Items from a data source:
◇ ◇ ◇ ◇
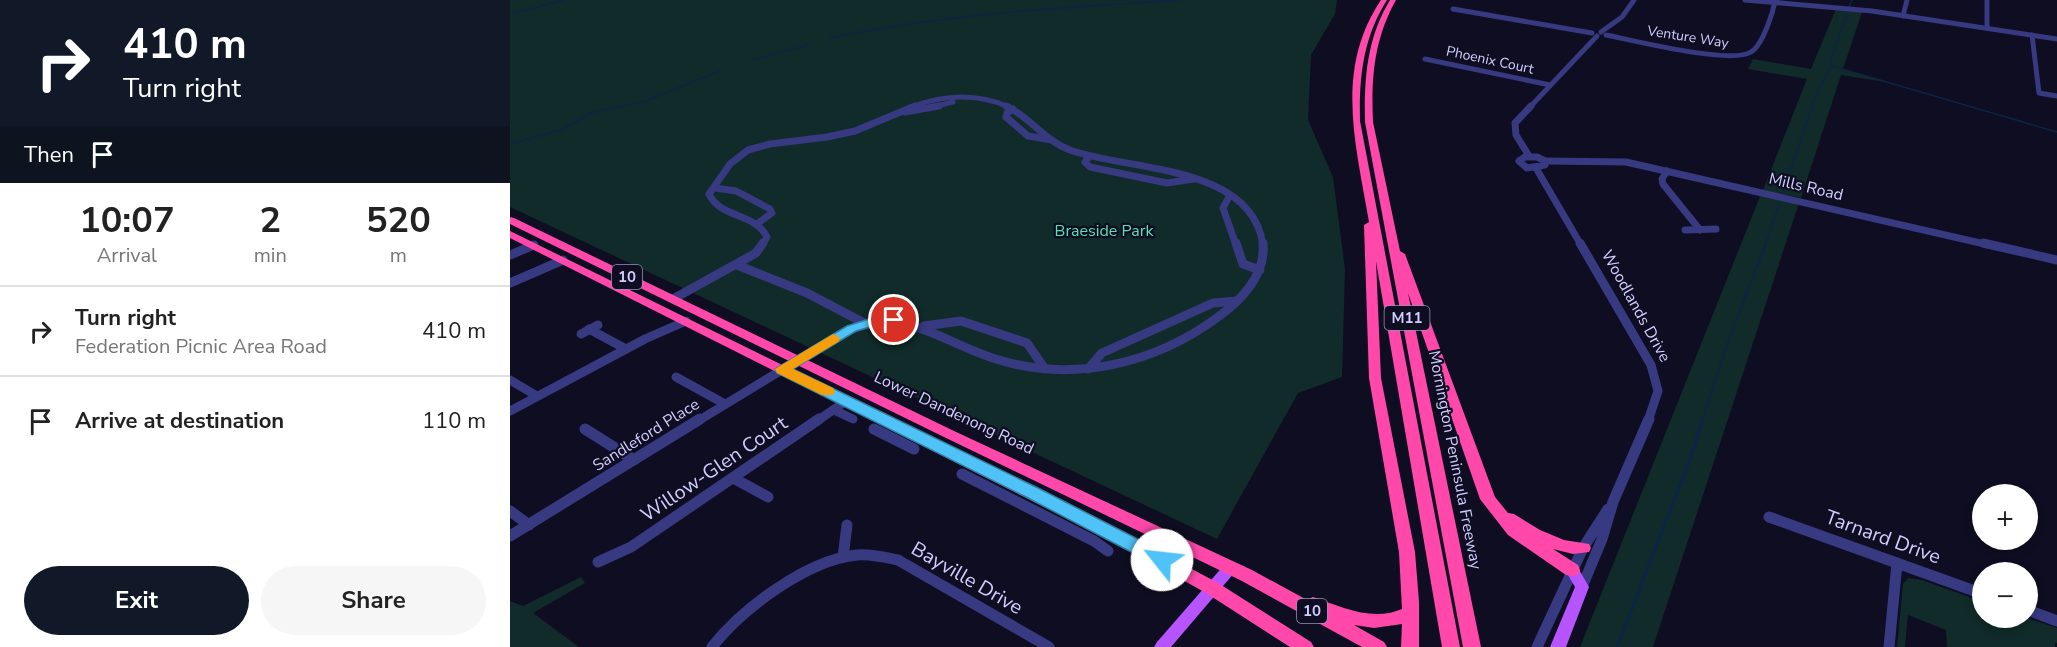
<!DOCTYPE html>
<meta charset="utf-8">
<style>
body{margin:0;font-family:"Nunito Sans",sans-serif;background:#f6f6f6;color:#222;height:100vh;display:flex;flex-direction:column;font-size:22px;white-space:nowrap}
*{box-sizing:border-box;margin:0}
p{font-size:20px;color:#767676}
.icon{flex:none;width:33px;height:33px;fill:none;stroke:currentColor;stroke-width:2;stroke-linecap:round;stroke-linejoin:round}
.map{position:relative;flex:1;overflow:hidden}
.panel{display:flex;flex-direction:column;background:#fff;width:510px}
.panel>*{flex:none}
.top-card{background:#111827;color:#fff;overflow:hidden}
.controls{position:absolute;left:1462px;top:484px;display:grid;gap:12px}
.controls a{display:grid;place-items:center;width:66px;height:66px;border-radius:50%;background:#fff;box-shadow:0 3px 9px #0003;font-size:30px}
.pin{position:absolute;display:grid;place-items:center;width:51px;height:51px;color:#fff;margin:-26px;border:3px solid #fff;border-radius:50%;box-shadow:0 2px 6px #0007}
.me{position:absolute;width:66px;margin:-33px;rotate:299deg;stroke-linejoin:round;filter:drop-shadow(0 0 4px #0008)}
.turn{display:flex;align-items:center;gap:21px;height:126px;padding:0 24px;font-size:27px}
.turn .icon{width:78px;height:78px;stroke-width:2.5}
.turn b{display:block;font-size:42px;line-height:51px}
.then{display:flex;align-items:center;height:57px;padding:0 24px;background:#0003;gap:12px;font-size:22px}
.eta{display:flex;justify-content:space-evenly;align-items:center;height:102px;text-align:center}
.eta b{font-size:36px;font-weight:700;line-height:42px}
.cta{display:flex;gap:12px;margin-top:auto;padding:12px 24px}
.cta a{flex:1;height:69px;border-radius:36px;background:#111827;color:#fff;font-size:24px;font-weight:700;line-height:69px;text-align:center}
.cta a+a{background:#f6f6f6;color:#222}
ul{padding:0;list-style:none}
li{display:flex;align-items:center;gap:18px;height:90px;padding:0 24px;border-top:2px solid #e0e0e0}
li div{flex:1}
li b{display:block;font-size:22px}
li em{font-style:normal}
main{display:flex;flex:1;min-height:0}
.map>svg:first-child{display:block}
.green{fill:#102b29}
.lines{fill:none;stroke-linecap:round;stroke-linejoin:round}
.stream-far2{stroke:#0c2546;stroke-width:1.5}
.stream-far1{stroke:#0c2546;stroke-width:2}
.stream{stroke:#0c2546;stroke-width:3}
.minor-far3{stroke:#373981;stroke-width:5}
.minor-far2{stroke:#373981;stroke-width:7}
.minor-far1{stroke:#373981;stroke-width:9}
.minor{stroke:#373981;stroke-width:11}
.major{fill:#b654ff;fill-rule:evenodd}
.highway{fill:#ff48aa;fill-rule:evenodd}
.route{fill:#4fc3f7;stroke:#337fa1;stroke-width:1.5}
.slow{fill:#f59e0b}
.labels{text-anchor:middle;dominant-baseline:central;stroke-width:4.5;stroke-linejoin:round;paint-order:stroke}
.far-street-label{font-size:14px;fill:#d0cdff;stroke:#0f0d21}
.shield{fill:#0f0d21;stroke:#9693bc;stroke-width:1.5}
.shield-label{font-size:15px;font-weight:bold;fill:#d0cdff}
.street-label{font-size:16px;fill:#d0cdff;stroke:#0f0d21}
.park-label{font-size:16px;fill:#58e0b6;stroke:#0f0d21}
.near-street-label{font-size:20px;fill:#d0cdff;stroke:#0f0d21}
</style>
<main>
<section class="panel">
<div class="top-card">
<div class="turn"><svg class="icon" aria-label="right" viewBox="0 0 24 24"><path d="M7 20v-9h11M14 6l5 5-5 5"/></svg><div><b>410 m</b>Turn right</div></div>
<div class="then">Then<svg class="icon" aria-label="arrive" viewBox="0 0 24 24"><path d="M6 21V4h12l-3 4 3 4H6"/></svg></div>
</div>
<div class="eta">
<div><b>10:07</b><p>Arrival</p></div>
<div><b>2</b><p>min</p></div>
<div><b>520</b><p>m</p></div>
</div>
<ul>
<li><svg class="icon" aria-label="right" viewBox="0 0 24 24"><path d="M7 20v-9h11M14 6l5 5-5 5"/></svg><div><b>Turn right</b><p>Federation Picnic Area Road</p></div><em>410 m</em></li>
<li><svg class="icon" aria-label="arrive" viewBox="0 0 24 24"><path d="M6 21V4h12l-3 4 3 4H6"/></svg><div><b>Arrive at destination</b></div><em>110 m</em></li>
</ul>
<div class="cta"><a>Exit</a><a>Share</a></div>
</section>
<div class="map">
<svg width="1547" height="647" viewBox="0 0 1547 647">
<rect width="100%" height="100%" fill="#0f0d21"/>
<g class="green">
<polygon points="0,0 827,0 825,14 801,55 798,120 823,177 835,269 832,377 788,393 707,539 0,207"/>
<polygon points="1326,9 1352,12 1333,69 1382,83 1331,75 1291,198 1253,190 1297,79 1238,69 1243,59 1301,69"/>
<polygon points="1251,194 1289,203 1288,206 1143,647 1070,647"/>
<polygon points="71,577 75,583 23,613 69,647 0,647 0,601 13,606"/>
<polygon points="1398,578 1412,580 1473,602 1473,618 1518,618 1547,628 1547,643 1545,643 1545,647 1437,647 1436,630 1398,615 1395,647 1387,647 1393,584"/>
</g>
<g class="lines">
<g class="stream-far2">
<polyline points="1339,7 1342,0"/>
<polyline points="1338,11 1320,62 1322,66 1547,132"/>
<polyline points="0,14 55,0"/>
<path d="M 320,38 C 435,14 554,7 671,0"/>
<polyline points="243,60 298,45"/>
<polyline points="0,144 51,130 81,113 136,101 209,71"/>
<polyline points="1255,245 1307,92 1322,66"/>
</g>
<polyline class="stream-far1" points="1192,421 1216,347 1256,243"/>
<polyline class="stream" points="1107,647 1179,462 1193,419"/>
<g class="minor-far3">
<polyline points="1235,0 1362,11 1547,39"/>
<polyline points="1477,0 1477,28"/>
<polyline points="943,9 1082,33"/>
<polyline points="1393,16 1397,0"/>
<polyline points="1091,32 1112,17 1124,0"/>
<path d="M 1096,35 C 1122,40 1221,65 1241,52 C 1250,47 1258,26 1261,16 C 1264,10 1262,5 1267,0"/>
<polyline points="1522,35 1529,93 1547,96"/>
<polyline points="915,59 1040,85"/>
<path d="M 401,107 C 433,95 467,93 499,107"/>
<polyline points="423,107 443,102"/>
<polyline points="1020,107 1087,36"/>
</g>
<g class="minor-far2">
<path d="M 496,106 C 520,117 535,141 560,150 C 618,171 742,164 753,245"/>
<polyline points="503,109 497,113 496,117 518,136 542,140"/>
<polyline points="395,112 429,106"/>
<polyline points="576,155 578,158 575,162 580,167 657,183 684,179"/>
<polyline points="1019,156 1006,135 1005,123 1021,106"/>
<polygon points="1015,157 1027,157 1035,161 1035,165 1017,168 1009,161"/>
<polyline points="1035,161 1116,162 1479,245"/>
<polyline points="1026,168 1071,245"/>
<polyline points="1157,171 1152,179 1153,184 1190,230"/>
<polyline points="205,188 226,191 260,209 262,213 248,223"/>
<polyline points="720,195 713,208 726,245"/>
<polyline points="1175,230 1206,229"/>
<path d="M 252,245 L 257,237 C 244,212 211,219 199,194 L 220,164 L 238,150 L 260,144 L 317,137 L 345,131 L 405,106"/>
</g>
<g class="minor-far1">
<polyline points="726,243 733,264 750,270"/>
<polyline points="1070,243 1141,365 1148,391 1138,421"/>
<polyline points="1473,243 1547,260"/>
<polyline points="0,255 24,245"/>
<polyline points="227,265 297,293 356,324"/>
<polyline points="0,283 53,260"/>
<polyline points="163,299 246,253 253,243"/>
<polyline points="414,326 451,321 517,343 535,369"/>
<polyline points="79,329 116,349"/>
<polyline points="71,334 88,325"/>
<polyline points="578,369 592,353 703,303 727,301"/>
<polyline points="166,377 215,404"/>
<polyline points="0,380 27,396"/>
<polyline points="324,410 343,419"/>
<polyline points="0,411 135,339 176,321"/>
<path d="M 188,421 L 331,334 C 394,303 431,343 489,360 C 565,383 646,363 708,317 C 732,300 756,274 753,243"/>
<polyline points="307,421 336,401"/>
</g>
<g class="minor">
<polyline points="75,429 124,460"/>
<polyline points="364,429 404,449"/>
<polyline points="452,474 584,541 598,551"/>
<polyline points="223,478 258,497"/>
<polyline points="0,511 19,525"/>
<polyline points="1259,517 1473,594"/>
<polyline points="0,536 190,419"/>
<polyline points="333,557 337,525"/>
<polyline points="88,562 121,547 309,419"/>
<polyline points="1072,587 1092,539 1103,502 1139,419"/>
<polyline points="1518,610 1547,621"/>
<path d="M 202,647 C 233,608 297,560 347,555 C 361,554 374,557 388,560 L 539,647"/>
<polyline points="1027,647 1073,548 1098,509"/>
<polyline points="1379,647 1387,563"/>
</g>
<g class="major">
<polygon points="720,562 725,564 727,568 725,572 661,647 644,647 647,642 715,564"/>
<polygon points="1062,564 1067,566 1079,587 1056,647 1040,647 1065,587 1055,570 1057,566"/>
</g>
<g class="highway">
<path d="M 871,0 L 877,0 C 853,38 849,77 850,121 L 950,647 L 932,647 L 866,261 L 871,378 L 905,552 L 909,602 L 909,647 L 891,647 L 892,624 L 864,628 L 844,625 L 874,642 L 877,647 L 852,647 L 730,580 L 434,437 L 0,224 L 0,217 L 4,218 L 444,431 L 742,570 L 797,600 L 803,597 C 832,607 862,622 892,609 L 889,552 L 859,378 L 854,225 L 859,222 C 846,145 824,70 871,0 Z"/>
<path d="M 880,0 L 886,0 C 864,39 861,78 863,122 L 890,251 L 895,254 L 985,497 L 998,513 L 1004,514 L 1030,530 L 1054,540 L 1079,544 L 1081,548 L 1079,552 L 1063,554 L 1043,549 L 1068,565 L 1070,570 L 1068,575 L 1062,576 L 1056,575 L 998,535 L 970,499 L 898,293 L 971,647 L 953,647 L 855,122 C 854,78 857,38 880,0 Z"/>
<polygon points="0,231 624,538 708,583 801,642 804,647 780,647 696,593 612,546 0,238"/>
</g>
</g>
<polygon class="route" points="384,316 388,317 390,320 388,323 363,326 346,331 283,369 528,488 659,555 661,560 659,565 652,568 646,565 516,497 267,373 265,369 337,326 362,318"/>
<polygon class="slow" points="323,334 328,336 330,339 328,342 283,369 323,388 325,392 323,395 312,395 267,373 265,369"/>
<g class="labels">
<g class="far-street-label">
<text transform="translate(1178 37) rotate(9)">Venture Way</text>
<text transform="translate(980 60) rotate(12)">Phoenix Court</text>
</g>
<g class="shield">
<rect x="102" y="265" width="30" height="24" rx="4.5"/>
<rect x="874.5" y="306" width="45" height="24" rx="4.5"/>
<rect x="787" y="599" width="30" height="24" rx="4.5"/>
</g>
<g class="shield-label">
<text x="117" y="277">10</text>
<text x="897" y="318">M11</text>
<text x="802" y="611">10</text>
</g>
<g class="street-label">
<text transform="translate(1296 187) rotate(13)">Mills Road</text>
<text transform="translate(1126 306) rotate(61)">Woodlands Drive</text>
<text transform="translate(444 413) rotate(25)">Lower Dandenong Road</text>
<text transform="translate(136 435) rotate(-32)">Sandleford Place</text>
<text transform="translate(945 460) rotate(79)">Mornington Peninsula Freeway</text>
</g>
<g class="park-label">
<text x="594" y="231">Braeside Park</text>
</g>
<g class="near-street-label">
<text transform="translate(204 469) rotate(-34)">Willow-Glen Court</text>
<text transform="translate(1373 537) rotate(20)">Tarnard Drive</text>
<text transform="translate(457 578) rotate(30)">Bayville Drive</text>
</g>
</g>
</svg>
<div class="controls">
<a>+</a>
<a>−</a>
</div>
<div class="pin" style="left:384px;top:320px;background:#d93025"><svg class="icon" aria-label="arrive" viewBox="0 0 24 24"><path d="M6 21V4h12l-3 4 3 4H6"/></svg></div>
<svg class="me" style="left:652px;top:560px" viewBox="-20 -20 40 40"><circle r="19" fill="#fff"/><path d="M0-13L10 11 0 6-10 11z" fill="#4fc3f7"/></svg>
</div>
</main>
◇ ◇ ◇ ◇
GOAL OF THE EXERCISE
Filter the entries down to the lines containing "none". Copy each of those lines.

EXERCISE OUTPUT
.icon{flex:none;width:33px;height:33px;fill:none;stroke:currentColor;stroke-width:2;stroke-linecap:round;stroke-linejoin:round}
.panel>*{flex:none}
ul{padding:0;list-style:none}
.lines{fill:none;stroke-linecap:round;stroke-linejoin:round}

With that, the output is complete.